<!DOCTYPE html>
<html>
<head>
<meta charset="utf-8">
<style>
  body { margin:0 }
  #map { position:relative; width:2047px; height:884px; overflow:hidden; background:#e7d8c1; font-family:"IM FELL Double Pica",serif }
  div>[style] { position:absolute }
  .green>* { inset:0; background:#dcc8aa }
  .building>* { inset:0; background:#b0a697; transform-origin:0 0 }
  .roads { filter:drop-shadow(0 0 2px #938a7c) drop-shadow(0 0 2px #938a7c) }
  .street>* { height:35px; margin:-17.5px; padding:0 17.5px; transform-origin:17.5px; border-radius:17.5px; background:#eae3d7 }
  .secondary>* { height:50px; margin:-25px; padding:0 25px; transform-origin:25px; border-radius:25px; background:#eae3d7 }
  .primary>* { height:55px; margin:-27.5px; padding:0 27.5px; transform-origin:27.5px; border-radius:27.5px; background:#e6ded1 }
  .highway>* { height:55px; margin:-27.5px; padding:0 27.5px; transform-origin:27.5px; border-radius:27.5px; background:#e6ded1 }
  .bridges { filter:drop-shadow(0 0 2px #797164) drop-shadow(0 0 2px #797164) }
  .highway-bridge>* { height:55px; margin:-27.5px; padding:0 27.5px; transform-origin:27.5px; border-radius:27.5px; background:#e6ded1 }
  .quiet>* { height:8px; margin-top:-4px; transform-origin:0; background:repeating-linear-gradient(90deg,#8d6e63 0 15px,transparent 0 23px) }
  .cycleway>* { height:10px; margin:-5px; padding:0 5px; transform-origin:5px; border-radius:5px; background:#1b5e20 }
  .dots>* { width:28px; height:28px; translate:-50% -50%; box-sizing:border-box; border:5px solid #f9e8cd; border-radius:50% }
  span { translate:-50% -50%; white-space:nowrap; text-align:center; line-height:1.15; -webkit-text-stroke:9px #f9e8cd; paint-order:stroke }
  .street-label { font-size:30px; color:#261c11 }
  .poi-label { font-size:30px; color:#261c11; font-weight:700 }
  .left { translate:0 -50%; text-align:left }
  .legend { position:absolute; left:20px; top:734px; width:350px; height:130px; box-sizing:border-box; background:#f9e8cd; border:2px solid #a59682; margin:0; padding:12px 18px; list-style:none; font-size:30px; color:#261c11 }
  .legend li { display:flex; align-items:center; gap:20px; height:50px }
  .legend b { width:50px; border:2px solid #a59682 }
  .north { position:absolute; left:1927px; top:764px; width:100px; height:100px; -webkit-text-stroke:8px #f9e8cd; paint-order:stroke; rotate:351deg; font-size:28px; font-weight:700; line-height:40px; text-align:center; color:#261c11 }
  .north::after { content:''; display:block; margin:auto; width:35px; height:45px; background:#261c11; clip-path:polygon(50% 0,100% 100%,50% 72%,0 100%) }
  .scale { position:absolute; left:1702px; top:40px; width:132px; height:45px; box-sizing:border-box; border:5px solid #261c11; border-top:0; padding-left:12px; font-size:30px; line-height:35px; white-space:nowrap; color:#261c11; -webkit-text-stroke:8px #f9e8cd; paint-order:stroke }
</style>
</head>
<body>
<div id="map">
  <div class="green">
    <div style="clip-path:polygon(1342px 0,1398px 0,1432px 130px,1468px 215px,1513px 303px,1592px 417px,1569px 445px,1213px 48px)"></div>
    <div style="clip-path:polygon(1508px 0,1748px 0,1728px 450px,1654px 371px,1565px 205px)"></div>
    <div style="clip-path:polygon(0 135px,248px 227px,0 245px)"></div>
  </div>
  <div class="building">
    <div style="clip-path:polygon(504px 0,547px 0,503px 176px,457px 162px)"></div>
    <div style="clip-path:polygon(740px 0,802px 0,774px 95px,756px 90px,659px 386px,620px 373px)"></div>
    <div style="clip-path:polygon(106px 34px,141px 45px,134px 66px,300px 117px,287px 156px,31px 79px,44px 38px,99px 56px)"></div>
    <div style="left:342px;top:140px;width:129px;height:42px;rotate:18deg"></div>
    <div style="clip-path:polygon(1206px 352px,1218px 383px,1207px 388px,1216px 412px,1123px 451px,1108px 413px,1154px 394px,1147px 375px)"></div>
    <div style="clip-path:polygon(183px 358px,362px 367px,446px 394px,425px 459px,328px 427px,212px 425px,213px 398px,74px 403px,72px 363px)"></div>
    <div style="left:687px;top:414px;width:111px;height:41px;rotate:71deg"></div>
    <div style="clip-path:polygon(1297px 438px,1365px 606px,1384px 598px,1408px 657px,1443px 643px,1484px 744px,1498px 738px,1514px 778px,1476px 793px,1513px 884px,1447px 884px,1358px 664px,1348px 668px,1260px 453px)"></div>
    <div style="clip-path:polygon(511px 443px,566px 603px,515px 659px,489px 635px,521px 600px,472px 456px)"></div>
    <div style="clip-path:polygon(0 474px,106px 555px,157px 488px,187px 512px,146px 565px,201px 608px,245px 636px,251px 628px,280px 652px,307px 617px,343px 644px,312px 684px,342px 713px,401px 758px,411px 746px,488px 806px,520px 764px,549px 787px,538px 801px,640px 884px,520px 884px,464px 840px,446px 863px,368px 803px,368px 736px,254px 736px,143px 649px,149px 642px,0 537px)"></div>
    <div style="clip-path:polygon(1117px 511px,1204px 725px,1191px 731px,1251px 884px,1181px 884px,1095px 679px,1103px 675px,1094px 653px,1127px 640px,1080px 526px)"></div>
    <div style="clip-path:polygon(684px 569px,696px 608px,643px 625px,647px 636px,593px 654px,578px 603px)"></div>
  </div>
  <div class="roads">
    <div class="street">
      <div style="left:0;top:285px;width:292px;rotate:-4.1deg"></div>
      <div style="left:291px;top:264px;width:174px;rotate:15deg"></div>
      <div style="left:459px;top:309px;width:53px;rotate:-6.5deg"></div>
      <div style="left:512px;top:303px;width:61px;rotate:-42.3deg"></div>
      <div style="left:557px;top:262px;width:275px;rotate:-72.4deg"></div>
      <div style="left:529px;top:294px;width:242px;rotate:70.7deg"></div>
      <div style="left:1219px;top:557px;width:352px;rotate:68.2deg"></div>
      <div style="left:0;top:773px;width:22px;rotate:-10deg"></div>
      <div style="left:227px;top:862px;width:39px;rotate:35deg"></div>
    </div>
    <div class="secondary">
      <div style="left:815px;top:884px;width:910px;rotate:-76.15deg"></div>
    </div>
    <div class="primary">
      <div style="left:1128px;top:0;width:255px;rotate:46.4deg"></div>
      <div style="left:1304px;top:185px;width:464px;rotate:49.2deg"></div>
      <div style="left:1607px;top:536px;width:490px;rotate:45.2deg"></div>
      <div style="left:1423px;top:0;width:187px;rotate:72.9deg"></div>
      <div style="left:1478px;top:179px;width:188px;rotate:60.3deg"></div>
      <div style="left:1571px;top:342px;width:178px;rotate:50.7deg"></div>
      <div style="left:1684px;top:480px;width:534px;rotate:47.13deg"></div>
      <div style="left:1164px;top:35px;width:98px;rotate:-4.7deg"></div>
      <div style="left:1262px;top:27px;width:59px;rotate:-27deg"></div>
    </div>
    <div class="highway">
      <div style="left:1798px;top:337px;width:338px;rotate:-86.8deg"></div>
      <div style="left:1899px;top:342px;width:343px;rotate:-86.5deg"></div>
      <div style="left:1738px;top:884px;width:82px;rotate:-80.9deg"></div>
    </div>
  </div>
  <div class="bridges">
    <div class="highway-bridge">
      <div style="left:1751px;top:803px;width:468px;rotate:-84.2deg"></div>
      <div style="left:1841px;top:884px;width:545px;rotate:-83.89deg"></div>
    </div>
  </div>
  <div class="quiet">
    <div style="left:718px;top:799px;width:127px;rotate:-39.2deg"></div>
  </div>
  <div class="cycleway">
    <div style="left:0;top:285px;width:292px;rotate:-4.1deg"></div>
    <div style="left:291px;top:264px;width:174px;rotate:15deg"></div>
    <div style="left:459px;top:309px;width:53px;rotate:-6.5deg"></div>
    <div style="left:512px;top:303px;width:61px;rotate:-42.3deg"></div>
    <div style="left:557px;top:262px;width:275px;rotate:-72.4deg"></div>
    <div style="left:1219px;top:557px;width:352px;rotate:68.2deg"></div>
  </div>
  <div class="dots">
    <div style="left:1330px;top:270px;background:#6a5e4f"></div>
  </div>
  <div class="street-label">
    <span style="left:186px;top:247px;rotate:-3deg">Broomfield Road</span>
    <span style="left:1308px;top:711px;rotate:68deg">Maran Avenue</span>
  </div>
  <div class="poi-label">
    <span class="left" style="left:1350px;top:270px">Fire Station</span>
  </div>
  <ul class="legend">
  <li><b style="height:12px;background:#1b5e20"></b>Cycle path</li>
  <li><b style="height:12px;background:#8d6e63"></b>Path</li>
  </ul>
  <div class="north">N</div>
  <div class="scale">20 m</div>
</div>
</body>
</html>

[TASK ITEM]
Everything from the first line of the records above to the line containing "2px #938a7c) drop-shadow(0", inclusive, should be repeated exactly; leave out the rest.

[EXERCISE OUTPUT]
<!DOCTYPE html>
<html>
<head>
<meta charset="utf-8">
<style>
  body { margin:0 }
  #map { position:relative; width:2047px; height:884px; overflow:hidden; background:#e7d8c1; font-family:"IM FELL Double Pica",serif }
  div>[style] { position:absolute }
  .green>* { inset:0; background:#dcc8aa }
  .building>* { inset:0; background:#b0a697; transform-origin:0 0 }
  .roads { filter:drop-shadow(0 0 2px #938a7c) drop-shadow(0 0 2px #938a7c) }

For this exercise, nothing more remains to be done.